> [Activity]: From the line containing "<div><b>13:47</b><p>Arrival</p></div>" through the last line, print the records exactly and nothing else.

Collected data:
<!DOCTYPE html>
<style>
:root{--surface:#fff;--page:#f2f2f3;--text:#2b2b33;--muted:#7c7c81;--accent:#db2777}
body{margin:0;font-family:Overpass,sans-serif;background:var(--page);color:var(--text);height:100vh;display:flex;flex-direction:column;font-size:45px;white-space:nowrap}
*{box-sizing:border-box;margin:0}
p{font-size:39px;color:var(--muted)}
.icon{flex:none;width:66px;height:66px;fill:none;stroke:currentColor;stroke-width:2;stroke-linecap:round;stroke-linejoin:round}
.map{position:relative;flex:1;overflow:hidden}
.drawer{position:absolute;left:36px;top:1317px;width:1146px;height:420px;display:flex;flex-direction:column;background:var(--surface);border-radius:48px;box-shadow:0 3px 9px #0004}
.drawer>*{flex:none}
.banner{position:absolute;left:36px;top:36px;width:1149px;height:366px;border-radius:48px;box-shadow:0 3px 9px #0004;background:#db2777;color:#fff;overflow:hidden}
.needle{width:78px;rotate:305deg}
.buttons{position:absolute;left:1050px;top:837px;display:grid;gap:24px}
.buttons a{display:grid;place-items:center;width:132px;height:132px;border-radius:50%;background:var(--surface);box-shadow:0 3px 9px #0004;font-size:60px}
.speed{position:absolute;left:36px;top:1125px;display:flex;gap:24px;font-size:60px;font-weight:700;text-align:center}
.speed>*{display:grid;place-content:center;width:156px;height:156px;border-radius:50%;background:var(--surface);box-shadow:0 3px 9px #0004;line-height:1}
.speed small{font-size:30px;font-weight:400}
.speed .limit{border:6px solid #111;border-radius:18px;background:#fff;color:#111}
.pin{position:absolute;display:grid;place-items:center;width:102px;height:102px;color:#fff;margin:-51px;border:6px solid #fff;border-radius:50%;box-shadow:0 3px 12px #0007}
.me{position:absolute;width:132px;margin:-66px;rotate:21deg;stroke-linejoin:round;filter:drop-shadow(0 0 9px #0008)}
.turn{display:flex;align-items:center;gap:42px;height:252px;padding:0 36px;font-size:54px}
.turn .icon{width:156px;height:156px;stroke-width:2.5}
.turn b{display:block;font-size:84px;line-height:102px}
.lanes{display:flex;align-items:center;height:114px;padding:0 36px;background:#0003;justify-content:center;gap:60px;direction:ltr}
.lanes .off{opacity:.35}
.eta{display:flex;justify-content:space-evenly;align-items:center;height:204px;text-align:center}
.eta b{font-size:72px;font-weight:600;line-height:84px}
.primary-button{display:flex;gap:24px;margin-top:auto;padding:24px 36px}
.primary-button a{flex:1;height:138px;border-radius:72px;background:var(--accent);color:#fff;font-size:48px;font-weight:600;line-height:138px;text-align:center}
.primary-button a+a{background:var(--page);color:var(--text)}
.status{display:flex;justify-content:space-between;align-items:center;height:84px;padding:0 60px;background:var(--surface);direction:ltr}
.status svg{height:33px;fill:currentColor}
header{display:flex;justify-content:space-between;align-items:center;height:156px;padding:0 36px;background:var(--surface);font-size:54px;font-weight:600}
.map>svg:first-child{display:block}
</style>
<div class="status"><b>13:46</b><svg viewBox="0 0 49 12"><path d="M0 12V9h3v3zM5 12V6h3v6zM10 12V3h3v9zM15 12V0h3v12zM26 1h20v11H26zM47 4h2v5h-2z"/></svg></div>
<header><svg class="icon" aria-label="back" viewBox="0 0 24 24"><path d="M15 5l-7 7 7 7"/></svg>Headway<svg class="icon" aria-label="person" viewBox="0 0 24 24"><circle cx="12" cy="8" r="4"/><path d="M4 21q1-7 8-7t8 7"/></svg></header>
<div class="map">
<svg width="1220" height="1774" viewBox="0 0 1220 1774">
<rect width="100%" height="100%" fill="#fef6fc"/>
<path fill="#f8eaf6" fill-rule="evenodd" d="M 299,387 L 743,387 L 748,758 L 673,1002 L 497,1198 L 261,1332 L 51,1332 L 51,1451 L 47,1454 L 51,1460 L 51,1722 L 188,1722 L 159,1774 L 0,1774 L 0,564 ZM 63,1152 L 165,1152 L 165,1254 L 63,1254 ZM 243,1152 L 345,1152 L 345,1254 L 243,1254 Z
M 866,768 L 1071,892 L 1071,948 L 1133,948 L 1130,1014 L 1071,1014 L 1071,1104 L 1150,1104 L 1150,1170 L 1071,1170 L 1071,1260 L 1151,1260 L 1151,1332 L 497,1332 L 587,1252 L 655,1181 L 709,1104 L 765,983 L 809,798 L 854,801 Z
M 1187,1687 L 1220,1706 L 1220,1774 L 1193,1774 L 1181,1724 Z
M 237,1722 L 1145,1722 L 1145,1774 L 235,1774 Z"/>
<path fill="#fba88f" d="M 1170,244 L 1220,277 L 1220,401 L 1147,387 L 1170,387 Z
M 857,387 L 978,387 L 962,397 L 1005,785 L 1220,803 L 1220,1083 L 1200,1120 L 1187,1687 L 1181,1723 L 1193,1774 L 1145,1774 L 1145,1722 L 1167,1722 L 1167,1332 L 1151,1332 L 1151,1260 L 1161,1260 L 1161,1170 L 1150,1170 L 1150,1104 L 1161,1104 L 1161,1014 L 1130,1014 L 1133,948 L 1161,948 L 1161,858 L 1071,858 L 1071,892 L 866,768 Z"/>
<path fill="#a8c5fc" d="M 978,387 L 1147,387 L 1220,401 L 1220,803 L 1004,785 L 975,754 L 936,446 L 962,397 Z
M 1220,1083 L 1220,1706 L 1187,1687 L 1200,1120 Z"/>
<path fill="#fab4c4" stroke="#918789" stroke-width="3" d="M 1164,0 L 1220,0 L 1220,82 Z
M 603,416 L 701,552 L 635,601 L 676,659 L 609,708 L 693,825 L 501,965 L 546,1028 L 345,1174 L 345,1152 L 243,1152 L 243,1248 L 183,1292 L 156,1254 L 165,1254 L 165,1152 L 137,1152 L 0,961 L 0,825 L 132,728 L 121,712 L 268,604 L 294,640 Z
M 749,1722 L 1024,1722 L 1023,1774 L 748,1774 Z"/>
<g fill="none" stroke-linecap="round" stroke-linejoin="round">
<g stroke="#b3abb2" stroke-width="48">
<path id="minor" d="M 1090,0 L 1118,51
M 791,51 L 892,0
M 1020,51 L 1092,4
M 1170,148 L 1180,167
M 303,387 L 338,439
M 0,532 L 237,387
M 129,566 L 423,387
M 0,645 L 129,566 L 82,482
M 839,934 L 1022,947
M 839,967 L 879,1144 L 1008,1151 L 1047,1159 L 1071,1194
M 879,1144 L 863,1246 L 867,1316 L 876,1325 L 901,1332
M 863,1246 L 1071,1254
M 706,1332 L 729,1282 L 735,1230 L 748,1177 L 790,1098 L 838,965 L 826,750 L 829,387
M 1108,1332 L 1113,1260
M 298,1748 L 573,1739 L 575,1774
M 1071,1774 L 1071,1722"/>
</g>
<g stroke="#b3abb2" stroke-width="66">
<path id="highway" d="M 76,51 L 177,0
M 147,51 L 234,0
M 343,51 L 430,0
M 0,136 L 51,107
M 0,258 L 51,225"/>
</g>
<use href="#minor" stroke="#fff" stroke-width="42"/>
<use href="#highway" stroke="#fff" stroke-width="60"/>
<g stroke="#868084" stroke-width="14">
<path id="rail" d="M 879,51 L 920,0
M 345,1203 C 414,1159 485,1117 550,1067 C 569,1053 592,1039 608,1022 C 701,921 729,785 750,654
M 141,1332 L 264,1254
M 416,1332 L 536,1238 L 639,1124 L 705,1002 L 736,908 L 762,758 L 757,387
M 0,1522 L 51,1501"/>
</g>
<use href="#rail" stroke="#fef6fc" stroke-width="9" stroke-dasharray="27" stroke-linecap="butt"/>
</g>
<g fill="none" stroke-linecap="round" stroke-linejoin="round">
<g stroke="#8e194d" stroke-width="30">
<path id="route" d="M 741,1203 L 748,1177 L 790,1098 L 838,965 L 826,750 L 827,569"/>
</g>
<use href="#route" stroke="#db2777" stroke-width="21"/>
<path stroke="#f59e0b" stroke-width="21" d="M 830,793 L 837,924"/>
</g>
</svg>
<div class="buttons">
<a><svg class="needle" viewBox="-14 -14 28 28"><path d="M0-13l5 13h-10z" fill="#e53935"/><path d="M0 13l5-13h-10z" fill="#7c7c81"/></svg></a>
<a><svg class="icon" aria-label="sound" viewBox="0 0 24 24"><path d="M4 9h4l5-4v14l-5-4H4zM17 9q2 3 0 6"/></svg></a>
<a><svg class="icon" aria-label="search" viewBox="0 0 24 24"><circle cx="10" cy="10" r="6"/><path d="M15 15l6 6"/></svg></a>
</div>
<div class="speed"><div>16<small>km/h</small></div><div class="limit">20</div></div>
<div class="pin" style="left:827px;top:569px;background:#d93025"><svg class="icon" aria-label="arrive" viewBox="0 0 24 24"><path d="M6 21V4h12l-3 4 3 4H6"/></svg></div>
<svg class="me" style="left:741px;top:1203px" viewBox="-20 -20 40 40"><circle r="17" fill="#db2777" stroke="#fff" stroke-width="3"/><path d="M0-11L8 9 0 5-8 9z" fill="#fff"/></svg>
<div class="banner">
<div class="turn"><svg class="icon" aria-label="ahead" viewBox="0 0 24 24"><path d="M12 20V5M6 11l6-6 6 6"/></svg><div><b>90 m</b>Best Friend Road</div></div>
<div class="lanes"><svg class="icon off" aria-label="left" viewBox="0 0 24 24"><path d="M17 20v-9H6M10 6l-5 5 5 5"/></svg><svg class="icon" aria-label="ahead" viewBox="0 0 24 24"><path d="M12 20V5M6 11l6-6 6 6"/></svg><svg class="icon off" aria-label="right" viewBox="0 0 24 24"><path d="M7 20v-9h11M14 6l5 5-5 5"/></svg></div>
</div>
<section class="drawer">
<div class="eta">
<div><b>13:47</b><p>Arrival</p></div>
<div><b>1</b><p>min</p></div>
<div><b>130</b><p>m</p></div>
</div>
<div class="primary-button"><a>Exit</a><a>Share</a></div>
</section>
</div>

> [Answer below]:
<div><b>13:47</b><p>Arrival</p></div>
<div><b>1</b><p>min</p></div>
<div><b>130</b><p>m</p></div>
</div>
<div class="primary-button"><a>Exit</a><a>Share</a></div>
</section>
</div>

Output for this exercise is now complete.